> DATA IN THIS EXERCISE:
:::::
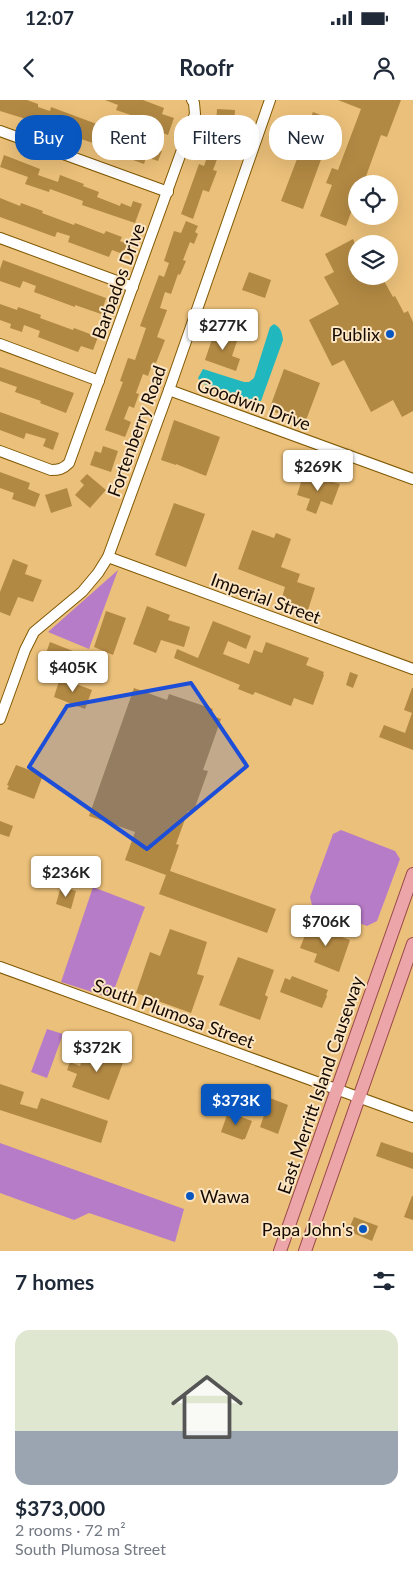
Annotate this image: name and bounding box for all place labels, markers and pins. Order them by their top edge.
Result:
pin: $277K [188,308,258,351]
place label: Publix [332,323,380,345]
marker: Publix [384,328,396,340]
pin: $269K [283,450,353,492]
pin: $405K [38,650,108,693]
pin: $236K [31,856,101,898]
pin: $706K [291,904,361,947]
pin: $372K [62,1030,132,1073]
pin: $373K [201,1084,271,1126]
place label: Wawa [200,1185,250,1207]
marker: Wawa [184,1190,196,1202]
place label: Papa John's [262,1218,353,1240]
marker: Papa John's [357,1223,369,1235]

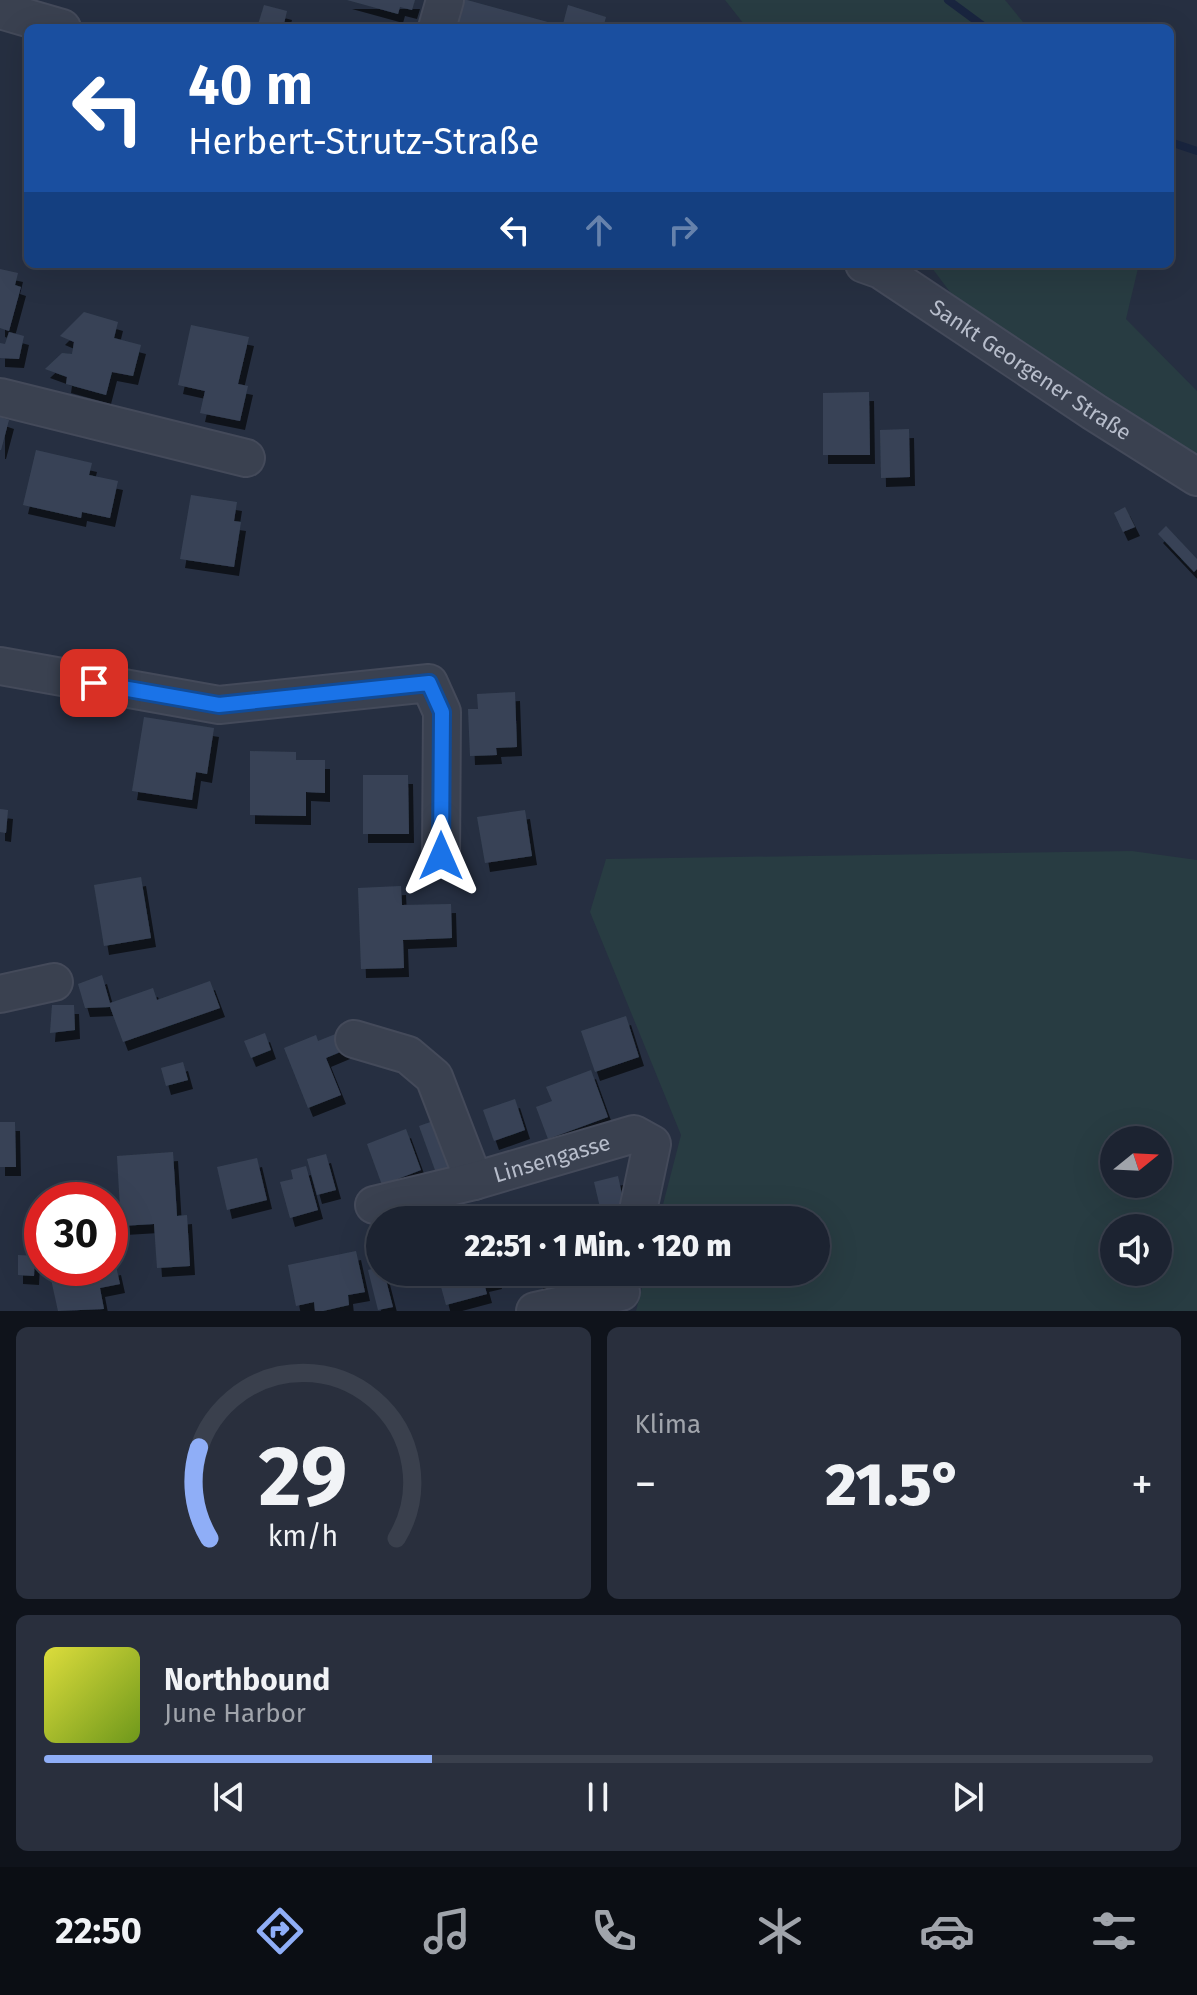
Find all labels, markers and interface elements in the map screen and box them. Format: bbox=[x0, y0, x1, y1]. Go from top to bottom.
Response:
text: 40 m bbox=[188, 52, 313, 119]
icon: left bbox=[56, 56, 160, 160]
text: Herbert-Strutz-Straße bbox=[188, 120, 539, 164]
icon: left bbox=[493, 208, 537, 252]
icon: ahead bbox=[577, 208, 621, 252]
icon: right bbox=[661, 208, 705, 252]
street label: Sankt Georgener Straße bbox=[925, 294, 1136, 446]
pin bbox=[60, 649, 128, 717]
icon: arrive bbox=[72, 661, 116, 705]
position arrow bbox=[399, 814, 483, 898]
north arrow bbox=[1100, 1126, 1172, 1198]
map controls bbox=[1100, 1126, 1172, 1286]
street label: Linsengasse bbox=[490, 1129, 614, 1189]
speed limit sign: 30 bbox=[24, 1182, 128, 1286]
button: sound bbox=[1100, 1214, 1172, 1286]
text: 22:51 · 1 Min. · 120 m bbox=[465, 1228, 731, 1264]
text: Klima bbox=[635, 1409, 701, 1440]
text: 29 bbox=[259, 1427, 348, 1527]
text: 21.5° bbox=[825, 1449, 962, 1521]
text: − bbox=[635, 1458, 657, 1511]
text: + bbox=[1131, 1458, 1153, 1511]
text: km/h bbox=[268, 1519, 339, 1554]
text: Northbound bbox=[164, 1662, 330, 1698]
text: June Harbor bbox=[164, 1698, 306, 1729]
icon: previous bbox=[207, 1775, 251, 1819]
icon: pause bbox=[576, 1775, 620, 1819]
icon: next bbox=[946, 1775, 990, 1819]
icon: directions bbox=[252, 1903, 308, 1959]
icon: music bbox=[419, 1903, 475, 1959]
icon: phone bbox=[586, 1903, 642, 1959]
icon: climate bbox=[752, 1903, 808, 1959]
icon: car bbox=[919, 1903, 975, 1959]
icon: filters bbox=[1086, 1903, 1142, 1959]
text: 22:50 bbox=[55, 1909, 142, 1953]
:::::
> TASK DETAILS:
Look over the entries above and count the lines where the word "labels" appears, then report only that count.

> ANSWER TO THE EXERCISE:
2